Wired: DEA Accedes to Ecstasy Test

Originally appearing here.

After a monumental struggle by a small group of advocates who believe Ecstasy, or MDMA, can have beneficial health effects, the Drug Enforcement Agency has finally given the go-ahead to test the drug on patients with post-traumatic stress disorder. 

If Ecstasy proves to be an effective and safe treatment for post-traumatic stress disorder, therapists can sign legal prescriptions for the drug. The DEA gave researchers permission to test the drug on Feb. 24, according to the Multidisciplinary Association for Psychedelic Studies website, the organization funding the MDMA research. The first phase of the trial will include 12 trauma victims. Michael Mithoefer, a psychiatrist with a private practice in Charleston, South Carolina, had been working with Rick Doblin, the founder and president of MAPS for nearly four years to get the trial approved. In association with MAPS, Doblin has been trying to get MDMA clinical trials approved since even before the drug was oulawed.

“It’s been 20 years,” Doblin said. “We started trying to get research approved by the FDA as soon as the DEA moved to do make it illegal (in 1984).”

Ecstasy is known as a party drug, but before MDMA was outlawed in 1985, therapists were already using it to help patients better cope with life’s travails. When the DEA named MDMA a schedule 1 drug, meaning it has no known medical use and a high potential for abuse, some therapists continued their work in underground clinics.

Therapists as well as casual users have long believed that Ecstasy can help people suffering from post-traumatic stress and other psychological problems because the drug creates feelings of euphoria, warmth and empathy. Most say that combining the drug with therapy is key to helping patients learn to incorporate what they experience on the drug into their everyday lives.

“Many clinicians have suspected for a long time, and therapists have a lot of anecdotal information that MDMA has the potential to be very healing for people with a number of disorders including PTSD,” said Michael Klein, a psychologist with a private practice in San Francisco.

Following some preliminary MAPS-funded trials that showed MDMA would be safe for therapy, the FDA approved the trial in 2001. But several more hurdles remained. An independent review board had to approve the design of the trial, and since Ecstasy is a schedule 1 drug, in the same category as LSD and heroin, the DEA also had to give its stamp of approval.

In the new trial, study volunteers will receive two 125 milligram doses of pure 3,4-methylenedioxymethamphetamine (MDMA) synthesized by a chemist at Purdue University. A control group will receive a placebo. Patients will take the medication on two separate occasions spaced three to five weeks apart, combined with talk therapy sessions. Patients will stay overnight at an unidentified clinic when they receive the drug.

Mithoefer said he was expecting the DEA’s decision any day, because he knew the study fulfilled all of the agency’s requirements.

“If there’s an FDA approved study, the DEA can only deny the license if there’s something like a felony, a drug conviction or some reason to think there would be diversion of the MDMA,” Mithoefer said. He also has a safe bolted to the floor in his office, as well as an alarm system, to help ensure the drug does not fall into the wrong hands.
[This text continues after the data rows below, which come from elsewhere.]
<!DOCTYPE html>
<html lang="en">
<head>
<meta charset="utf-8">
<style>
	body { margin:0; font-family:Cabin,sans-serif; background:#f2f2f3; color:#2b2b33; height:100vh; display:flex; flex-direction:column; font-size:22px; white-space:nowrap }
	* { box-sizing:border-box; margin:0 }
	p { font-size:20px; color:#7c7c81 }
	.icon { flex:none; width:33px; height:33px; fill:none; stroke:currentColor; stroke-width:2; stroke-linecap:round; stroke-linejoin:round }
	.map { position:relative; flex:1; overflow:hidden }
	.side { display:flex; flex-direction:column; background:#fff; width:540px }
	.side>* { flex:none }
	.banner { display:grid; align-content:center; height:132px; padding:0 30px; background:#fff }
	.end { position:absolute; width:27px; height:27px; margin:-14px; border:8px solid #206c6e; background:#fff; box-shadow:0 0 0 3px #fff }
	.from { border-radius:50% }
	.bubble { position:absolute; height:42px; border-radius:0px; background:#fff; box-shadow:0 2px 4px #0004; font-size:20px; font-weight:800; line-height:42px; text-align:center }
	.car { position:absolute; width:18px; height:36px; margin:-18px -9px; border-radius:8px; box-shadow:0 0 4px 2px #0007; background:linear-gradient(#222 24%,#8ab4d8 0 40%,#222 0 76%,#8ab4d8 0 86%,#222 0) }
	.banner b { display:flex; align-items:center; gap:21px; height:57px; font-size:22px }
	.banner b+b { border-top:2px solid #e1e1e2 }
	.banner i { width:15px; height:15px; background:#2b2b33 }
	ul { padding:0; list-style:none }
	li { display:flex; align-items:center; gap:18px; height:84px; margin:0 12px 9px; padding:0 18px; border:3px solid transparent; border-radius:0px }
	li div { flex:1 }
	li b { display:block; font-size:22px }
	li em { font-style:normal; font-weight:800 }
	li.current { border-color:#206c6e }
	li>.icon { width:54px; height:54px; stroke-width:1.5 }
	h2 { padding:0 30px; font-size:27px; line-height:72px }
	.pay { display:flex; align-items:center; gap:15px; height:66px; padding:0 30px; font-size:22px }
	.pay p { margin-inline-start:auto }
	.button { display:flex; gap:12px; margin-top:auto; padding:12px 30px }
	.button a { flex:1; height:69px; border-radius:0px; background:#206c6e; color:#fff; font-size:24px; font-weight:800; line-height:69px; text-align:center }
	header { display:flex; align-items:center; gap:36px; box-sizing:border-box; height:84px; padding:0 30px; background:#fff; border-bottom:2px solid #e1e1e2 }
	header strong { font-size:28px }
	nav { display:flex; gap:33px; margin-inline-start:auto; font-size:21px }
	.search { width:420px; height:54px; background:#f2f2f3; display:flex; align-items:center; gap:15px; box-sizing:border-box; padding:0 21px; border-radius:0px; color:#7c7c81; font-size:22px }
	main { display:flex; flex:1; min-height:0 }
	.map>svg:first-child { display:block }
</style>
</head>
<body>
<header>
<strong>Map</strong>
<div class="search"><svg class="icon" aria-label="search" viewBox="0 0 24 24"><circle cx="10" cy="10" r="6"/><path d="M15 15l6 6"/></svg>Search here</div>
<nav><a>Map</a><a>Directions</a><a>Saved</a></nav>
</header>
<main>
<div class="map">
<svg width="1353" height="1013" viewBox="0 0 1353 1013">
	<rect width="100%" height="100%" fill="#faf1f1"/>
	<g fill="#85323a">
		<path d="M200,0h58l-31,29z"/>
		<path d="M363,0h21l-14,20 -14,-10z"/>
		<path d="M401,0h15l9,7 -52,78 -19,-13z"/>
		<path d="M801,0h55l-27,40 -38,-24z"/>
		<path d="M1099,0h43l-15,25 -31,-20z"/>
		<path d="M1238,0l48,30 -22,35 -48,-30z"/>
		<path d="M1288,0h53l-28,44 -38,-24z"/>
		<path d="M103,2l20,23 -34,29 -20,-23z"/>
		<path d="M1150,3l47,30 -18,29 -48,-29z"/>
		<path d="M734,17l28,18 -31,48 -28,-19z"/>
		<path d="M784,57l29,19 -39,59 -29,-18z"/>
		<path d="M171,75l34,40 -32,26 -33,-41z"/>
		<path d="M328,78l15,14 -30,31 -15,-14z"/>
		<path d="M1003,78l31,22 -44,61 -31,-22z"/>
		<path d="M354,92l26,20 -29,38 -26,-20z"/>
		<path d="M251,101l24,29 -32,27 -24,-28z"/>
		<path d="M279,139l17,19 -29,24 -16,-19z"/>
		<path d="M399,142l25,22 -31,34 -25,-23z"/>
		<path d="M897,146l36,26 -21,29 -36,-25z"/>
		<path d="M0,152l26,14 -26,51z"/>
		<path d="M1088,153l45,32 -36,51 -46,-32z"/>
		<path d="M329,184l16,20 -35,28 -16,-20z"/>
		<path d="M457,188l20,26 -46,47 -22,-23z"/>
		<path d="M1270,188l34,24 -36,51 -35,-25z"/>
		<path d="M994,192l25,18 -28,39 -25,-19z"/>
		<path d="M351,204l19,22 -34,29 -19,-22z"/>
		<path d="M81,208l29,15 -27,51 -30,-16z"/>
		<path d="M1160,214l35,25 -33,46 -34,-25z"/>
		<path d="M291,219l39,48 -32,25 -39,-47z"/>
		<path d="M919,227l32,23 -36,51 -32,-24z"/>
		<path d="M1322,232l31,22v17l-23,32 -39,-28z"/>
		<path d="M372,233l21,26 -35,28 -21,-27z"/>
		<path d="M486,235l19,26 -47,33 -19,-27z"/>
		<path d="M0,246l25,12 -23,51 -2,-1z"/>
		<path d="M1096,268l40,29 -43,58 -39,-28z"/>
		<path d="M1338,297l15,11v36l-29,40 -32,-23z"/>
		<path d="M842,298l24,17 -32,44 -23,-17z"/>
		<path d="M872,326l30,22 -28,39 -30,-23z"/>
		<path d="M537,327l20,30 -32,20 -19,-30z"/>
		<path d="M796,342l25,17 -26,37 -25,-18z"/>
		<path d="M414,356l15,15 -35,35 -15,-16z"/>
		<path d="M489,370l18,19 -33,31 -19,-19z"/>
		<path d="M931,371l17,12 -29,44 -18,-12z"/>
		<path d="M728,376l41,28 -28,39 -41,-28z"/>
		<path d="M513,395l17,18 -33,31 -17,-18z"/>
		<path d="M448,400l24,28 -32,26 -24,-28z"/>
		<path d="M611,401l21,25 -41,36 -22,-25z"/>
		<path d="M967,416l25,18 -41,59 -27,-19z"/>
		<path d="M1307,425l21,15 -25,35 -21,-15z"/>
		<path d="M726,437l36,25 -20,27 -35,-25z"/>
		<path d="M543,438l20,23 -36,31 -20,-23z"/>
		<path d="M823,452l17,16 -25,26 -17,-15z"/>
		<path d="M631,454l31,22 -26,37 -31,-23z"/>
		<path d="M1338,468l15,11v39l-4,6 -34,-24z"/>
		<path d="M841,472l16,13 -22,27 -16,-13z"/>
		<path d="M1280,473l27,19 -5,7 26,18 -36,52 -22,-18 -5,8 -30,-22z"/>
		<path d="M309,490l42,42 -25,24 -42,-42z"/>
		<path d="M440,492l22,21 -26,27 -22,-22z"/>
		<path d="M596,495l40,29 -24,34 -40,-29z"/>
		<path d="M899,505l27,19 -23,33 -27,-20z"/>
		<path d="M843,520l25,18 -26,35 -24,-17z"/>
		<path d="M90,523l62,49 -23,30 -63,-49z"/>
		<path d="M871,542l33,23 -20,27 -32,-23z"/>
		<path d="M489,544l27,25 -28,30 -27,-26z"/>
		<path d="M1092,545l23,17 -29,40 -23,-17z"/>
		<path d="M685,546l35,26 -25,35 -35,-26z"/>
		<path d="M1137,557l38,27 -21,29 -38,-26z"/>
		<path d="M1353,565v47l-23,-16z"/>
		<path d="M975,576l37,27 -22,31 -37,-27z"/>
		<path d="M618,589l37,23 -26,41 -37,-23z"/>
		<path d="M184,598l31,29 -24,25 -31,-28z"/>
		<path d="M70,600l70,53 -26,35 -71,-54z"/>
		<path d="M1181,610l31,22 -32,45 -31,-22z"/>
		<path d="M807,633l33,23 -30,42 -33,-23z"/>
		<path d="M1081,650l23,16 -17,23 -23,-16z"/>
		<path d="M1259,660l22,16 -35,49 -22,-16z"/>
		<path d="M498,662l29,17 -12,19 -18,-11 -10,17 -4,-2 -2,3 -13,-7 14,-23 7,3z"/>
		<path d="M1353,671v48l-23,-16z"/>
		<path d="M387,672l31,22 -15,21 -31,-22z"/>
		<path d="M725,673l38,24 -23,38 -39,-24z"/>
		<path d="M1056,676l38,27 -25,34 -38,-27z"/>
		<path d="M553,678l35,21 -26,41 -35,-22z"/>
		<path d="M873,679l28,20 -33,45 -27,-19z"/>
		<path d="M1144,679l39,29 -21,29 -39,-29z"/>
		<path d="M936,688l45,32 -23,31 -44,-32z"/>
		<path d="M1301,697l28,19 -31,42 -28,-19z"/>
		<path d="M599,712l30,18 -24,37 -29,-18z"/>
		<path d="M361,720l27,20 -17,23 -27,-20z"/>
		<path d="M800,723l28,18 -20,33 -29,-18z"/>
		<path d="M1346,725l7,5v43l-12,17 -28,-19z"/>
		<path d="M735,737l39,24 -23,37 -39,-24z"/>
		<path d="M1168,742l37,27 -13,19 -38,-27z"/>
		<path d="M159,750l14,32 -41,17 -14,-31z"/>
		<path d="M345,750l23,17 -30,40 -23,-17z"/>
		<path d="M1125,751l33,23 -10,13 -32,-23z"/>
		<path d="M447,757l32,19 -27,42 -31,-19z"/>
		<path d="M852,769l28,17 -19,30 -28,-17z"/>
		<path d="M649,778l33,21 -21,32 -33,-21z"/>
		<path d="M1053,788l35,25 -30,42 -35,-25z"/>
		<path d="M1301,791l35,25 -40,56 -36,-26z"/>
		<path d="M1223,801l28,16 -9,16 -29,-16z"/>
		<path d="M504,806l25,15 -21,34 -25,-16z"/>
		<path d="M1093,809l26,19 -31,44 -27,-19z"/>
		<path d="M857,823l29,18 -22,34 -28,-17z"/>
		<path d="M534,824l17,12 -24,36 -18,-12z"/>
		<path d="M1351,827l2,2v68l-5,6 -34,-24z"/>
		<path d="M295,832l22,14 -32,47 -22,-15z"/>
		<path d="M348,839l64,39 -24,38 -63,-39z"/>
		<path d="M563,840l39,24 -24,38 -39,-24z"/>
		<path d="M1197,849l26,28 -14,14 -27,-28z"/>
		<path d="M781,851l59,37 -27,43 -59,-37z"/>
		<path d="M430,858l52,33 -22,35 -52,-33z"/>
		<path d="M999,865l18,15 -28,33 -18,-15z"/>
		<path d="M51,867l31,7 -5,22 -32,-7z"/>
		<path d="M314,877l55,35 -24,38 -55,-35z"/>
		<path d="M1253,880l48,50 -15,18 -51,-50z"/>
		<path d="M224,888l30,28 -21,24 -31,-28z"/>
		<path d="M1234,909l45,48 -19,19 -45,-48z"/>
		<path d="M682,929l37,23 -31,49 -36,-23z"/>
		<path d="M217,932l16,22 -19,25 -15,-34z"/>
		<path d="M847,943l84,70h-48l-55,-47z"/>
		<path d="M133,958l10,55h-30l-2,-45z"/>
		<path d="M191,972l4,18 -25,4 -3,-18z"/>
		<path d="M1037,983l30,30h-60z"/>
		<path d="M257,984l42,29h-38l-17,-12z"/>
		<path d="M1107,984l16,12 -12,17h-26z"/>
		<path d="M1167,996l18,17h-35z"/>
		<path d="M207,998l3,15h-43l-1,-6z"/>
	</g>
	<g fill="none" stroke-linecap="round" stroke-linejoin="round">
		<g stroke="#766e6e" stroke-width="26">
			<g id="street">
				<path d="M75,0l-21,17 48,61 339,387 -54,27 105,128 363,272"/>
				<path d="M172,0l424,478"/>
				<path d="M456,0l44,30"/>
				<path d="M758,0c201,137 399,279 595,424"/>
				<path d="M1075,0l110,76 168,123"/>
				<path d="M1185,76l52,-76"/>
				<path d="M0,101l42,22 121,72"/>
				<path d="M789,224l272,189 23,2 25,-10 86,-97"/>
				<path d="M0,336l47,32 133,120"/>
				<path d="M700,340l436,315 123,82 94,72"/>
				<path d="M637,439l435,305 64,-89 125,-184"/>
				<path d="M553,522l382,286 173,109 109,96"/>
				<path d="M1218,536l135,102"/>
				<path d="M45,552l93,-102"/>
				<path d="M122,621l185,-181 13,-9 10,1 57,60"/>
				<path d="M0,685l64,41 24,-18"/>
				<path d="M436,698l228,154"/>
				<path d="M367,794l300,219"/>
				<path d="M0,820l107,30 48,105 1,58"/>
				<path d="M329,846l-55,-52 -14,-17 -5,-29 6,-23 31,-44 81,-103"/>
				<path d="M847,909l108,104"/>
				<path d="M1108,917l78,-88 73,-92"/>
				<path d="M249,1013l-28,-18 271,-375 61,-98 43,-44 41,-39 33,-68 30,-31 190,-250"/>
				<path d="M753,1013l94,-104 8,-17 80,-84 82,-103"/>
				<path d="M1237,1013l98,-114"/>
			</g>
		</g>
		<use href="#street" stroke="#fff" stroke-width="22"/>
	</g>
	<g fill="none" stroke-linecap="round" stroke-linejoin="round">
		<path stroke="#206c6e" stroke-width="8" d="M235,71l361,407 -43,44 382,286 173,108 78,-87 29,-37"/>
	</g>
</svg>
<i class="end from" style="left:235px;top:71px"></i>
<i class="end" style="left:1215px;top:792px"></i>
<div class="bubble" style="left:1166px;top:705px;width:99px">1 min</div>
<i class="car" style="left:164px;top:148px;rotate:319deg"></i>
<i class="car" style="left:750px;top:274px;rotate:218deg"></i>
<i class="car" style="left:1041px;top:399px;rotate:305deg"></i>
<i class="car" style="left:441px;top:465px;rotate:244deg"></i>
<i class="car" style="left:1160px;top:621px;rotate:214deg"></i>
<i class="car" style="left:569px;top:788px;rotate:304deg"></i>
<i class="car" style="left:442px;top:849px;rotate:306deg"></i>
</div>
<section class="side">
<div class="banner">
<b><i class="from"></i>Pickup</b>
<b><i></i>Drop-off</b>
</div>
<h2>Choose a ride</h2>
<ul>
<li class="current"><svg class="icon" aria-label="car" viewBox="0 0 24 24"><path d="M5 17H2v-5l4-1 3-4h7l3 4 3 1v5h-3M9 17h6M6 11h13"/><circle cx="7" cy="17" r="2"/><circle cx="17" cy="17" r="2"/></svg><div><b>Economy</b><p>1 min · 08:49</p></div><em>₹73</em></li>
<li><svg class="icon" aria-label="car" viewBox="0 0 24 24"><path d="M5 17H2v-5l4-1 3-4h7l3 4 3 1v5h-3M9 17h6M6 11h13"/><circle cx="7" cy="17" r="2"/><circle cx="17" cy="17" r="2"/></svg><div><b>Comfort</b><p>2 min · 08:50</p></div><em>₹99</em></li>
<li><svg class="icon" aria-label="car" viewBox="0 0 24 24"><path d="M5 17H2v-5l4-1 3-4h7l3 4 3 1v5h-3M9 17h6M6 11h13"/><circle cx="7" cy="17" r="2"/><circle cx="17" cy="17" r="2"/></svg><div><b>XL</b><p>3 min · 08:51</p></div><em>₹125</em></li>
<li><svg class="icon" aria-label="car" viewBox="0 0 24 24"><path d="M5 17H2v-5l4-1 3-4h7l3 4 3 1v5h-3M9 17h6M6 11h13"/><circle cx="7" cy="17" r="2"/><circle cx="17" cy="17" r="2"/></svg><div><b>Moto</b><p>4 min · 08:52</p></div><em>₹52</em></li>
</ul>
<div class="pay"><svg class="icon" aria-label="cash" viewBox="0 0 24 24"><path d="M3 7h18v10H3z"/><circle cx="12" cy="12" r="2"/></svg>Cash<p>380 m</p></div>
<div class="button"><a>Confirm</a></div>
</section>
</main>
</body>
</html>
In September 2002, the MAPS effort hit a speed bump when a longtime opponent of Ecstasy, George Ricaurte, published alarming data, the first to show that MDMA damaged dopamine neurons. But almost exactly a year later, Ricaurte retracted the study because he discovered he had mistakenly used a different drug, methamphetamine, instead of Ecstasy, in the trial.

Ricaurte and his wife, Una McCann, have published much of the data used by the National Institute on Drug Abuse to warn people about the dangers of Ecstasy. But even Ricaurte and McCann say if the study is properly designed and controlled, they don’t have a problem with it. The key issue, they said, is that the patients know the risks associated with the drug as well as the likelihood that they might benefit from it.

“These include (but are not limited to) adverse events related to the acute pharmacological effects of MDMA and the potential for brain serotonin neurotoxicity,” Ricaurte said. “If subjects are fully informed of these risks and still chose to participate, and if the protocol has been deemed scientifically and ethically acceptable by the appropriate regulatory bodies, then it should be held to the same standards as other clinical research projects.”

Rick Doblin, director and founder of MAPS has said he believes Ricaurte’s research is politically motivated, and the retraction is evidence that all of his research should be reevaluated.